L’Olimpia conquista la quinta finale di Supercoppa consecutiva. Giocherà contro la Fiat Torino e anche questa è una novità assoluta (palla a due domenica alle 18.00). A Brescia, ha soverchiato un avvio un po’ morbido in difesa e anche momenti di percentuali al tiro basso, perché quando serviva ha difeso davvero forte, ha controllato i rimbalzi fin dall’inizio e tirato da tre in modo chirurgico soprattutto con Nemanja Nedovic. Milano ha preso in mano la partita su due prodezze di Mike James a metà del primo periodo poi sul +13 ha permesso a Brescia di ricucire lo strappo nel secondo quarto, ma all’inizio della ripresa ha piazzato un devastante 17-0 che ha messo la parola fine con grande anticipo alla serata. 81-59 il finale.

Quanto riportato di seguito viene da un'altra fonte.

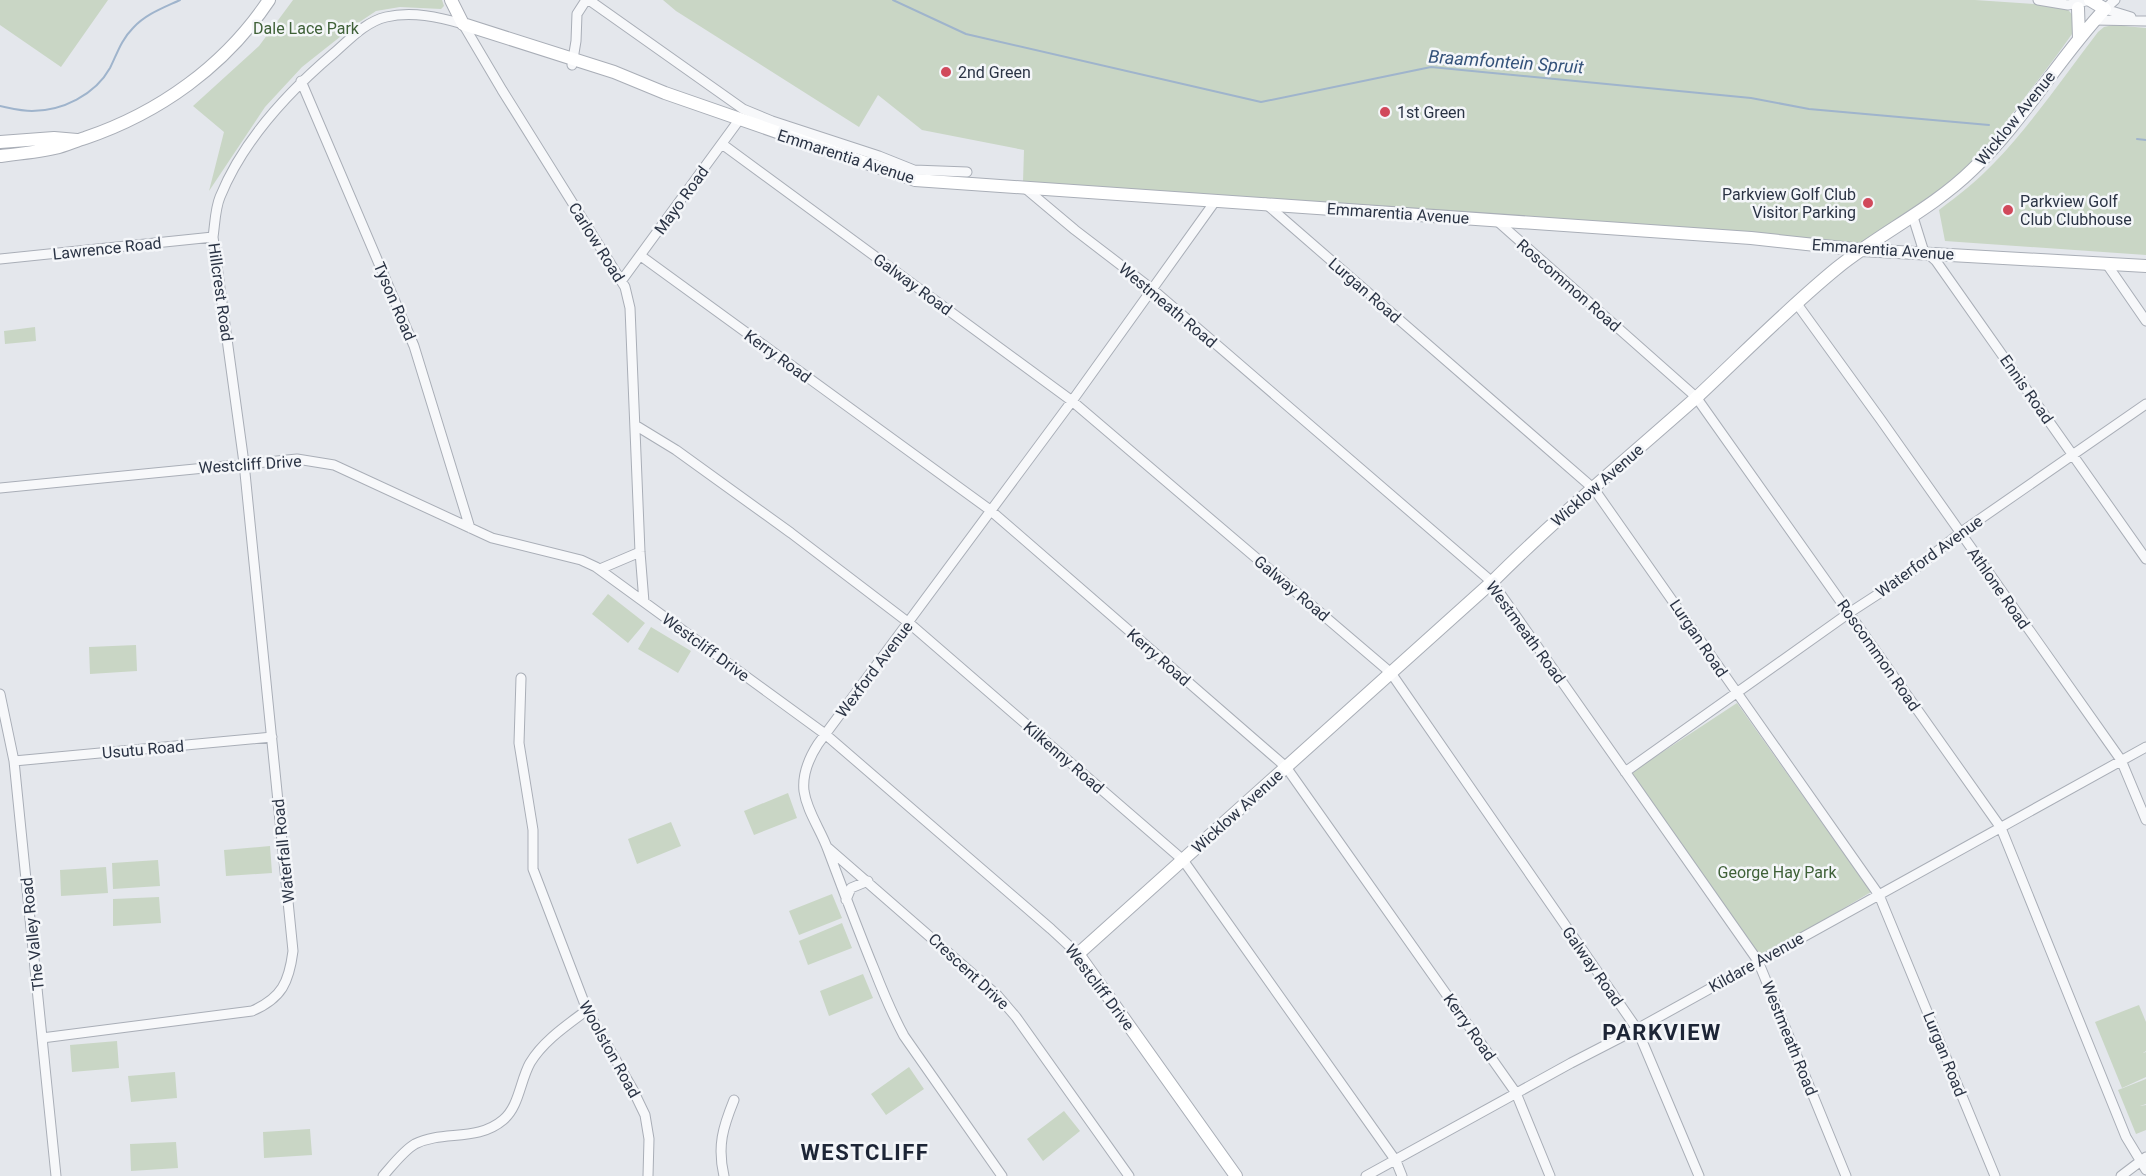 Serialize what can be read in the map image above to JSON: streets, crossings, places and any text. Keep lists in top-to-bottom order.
{
  "streets": {
    "street": [
      "Wicklow Avenue",
      "Emmarentia Avenue",
      "Mayo Road",
      "Carlow Road",
      "Lawrence Road",
      "Galway Road",
      "Roscommon Road",
      "Lurgan Road",
      "Hillcrest Road",
      "Tyson Road",
      "Westmeath Road",
      "Kerry Road",
      "Ennis Road",
      "Westcliff Drive",
      "Waterford Avenue",
      "Athlone Road",
      "Wexford Avenue",
      "Usutu Road",
      "Kilkenny Road",
      "Waterfall Road",
      "The Valley Road",
      "Kildare Avenue",
      "Crescent Drive",
      "Woolston Road"
    ]
  },
  "crossings": [
    ["Wicklow Avenue", "Emmarentia Avenue"],
    ["Wicklow Avenue", "Galway Road"],
    ["Wicklow Avenue", "Roscommon Road"],
    ["Wicklow Avenue", "Lurgan Road"],
    ["Wicklow Avenue", "Westmeath Road"],
    ["Wicklow Avenue", "Kerry Road"],
    ["Wicklow Avenue", "Ennis Road"],
    ["Wicklow Avenue", "Westcliff Drive"],
    ["Wicklow Avenue", "Athlone Road"],
    ["Wicklow Avenue", "Kilkenny Road"],
    ["Emmarentia Avenue", "Mayo Road"],
    ["Emmarentia Avenue", "Carlow Road"],
    ["Emmarentia Avenue", "Roscommon Road"],
    ["Emmarentia Avenue", "Lurgan Road"],
    ["Emmarentia Avenue", "Hillcrest Road"],
    ["Emmarentia Avenue", "Westmeath Road"],
    ["Emmarentia Avenue", "Ennis Road"],
    ["Emmarentia Avenue", "Wexford Avenue"],
    ["Mayo Road", "Carlow Road"],
    ["Mayo Road", "Galway Road"],
    ["Mayo Road", "Kerry Road"],
    ["Carlow Road", "Hillcrest Road"],
    ["Carlow Road", "Westcliff Drive"],
    ["Carlow Road", "Kilkenny Road"],
    ["Lawrence Road", "Hillcrest Road"],
    ["Galway Road", "Wexford Avenue"],
    ["Galway Road", "Kildare Avenue"],
    ["Roscommon Road", "Waterford Avenue"],
    ["Roscommon Road", "Kildare Avenue"],
    ["Lurgan Road", "Waterford Avenue"],
    ["Lurgan Road", "Kildare Avenue"],
    ["Hillcrest Road", "Tyson Road"],
    ["Hillcrest Road", "Westcliff Drive"],
    ["Hillcrest Road", "Waterfall Road"],
    ["Tyson Road", "Westcliff Drive"],
    ["Westmeath Road", "Waterford Avenue"],
    ["Westmeath Road", "Wexford Avenue"],
    ["Westmeath Road", "Kildare Avenue"],
    ["Kerry Road", "Wexford Avenue"],
    ["Kerry Road", "Kildare Avenue"],
    ["Ennis Road", "Waterford Avenue"],
    ["Westcliff Drive", "Wexford Avenue"],
    ["Westcliff Drive", "Waterfall Road"],
    ["Waterford Avenue", "Athlone Road"],
    ["Athlone Road", "Kildare Avenue"],
    ["Wexford Avenue", "Kilkenny Road"],
    ["Wexford Avenue", "Crescent Drive"],
    ["Usutu Road", "Waterfall Road"],
    ["Usutu Road", "The Valley Road"],
    ["Kilkenny Road", "Kildare Avenue"],
    ["Waterfall Road", "The Valley Road"]
  ],
  "districts": ["PARKVIEW", "WESTCLIFF"],
  "water": ["Braamfontein Spruit"],
  "parks": ["Dale Lace Park", "George Hay Park"],
  "places": [
    "2nd Green",
    "1st Green",
    "Parkview Golf Club Visitor Parking",
    "Parkview Golf Club Clubhouse"
  ]
}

IL PRIMO TEMPO – Brescia parte aggredendo Mike James a tutto campo, prima con Allen che è piccolo poi con Moss che è lungo, ma schizza avanti anche di cinque punti perché esegue bene in attacco costruendosi tutti tiri ad alta percentuale. L’Olimpia piano piano rientra: il gioco da quattro punti di Mike James improvvisamente la mette avanti 13-11. Poi James schiaccia in contropiede, manda a canestro Burns, in campo da centro, e il parziale di 7-0 vale il 20-13 che chiude il primo periodo. Il vantaggio tocca i nove punti dopo un 2/3 dalla linea di Della Valle, poi con una difesa forte sotto canestro Milano allunga fino a 13 punti di margine (bomba di Nedovic). Qui Brescia reagisce: Luca Vitali da tre dopo un gioco rotto firma il 5-0 che la riporta a meno otto obbligando Coach Pianigiani al time-out. Al rientro l’inerzia della gara è nelle mani di Brescia: un secondo gioco da tre, di Bryon Allen, ricuce il disavanzo a tre punti con un’Olimpia che smarrisce un po’ di ritmo in attacco e perde qualche pallone in eccesso. Il break bresciano è interrotto da un assist con cui James manda a canestro Nedovic e chiude il primo tempo sul 35-30 Milano.

IL SECONDO TEMPO – L’Olimpia scatta dai blocchi del secondo tempo con un 10-0 che obbliga Coach Diana prima ad andare subito “in panchina” per abbassarsi con Beverly al posto di Mika e poi a chiamare time-out su un 45-30 Milano ispirato dalle triple di Nedovic e anche dalla presenza interna di Gudaitis (che nella ripresa esibisce due volte il gancio cielo). L’Olimpia macina gioco, contropiede, tiri e rimbalzi. Nedovic è travolgente sia come finalizzatore che come ispiratore: il parziale sale a 17-0 prima che Brescia rompa il ghiaccio ma quando è sotto di 22. La Germani usa Zerini da centro, Pianigiani risponde con Brooks da “finto 5”. Sul finire del periodo, Brescia prova a restare viva con qualche difesa forte che le permette di ridurre lo scarto da 22 a 17 punti, 58-41. A inizio quarto periodo l’Olimpia soffre perché le percentuali la tradiscono, incluse alcune esecuzioni banali. Resta saldamente al comando perché difende bene e quando ritrova ritmo dilaga. Una tripla di Nedovic ripristina 18 punti di margine, poi James – contropiede chiuso poi stoppata su Allen – scrive il nuovo più 20. L’Olimpia va in controllo: James segna da 10 metri poi Gudaitis schiaccia il +25 e gli ultimi cinque minuti sono accademia. 81-59 il finale.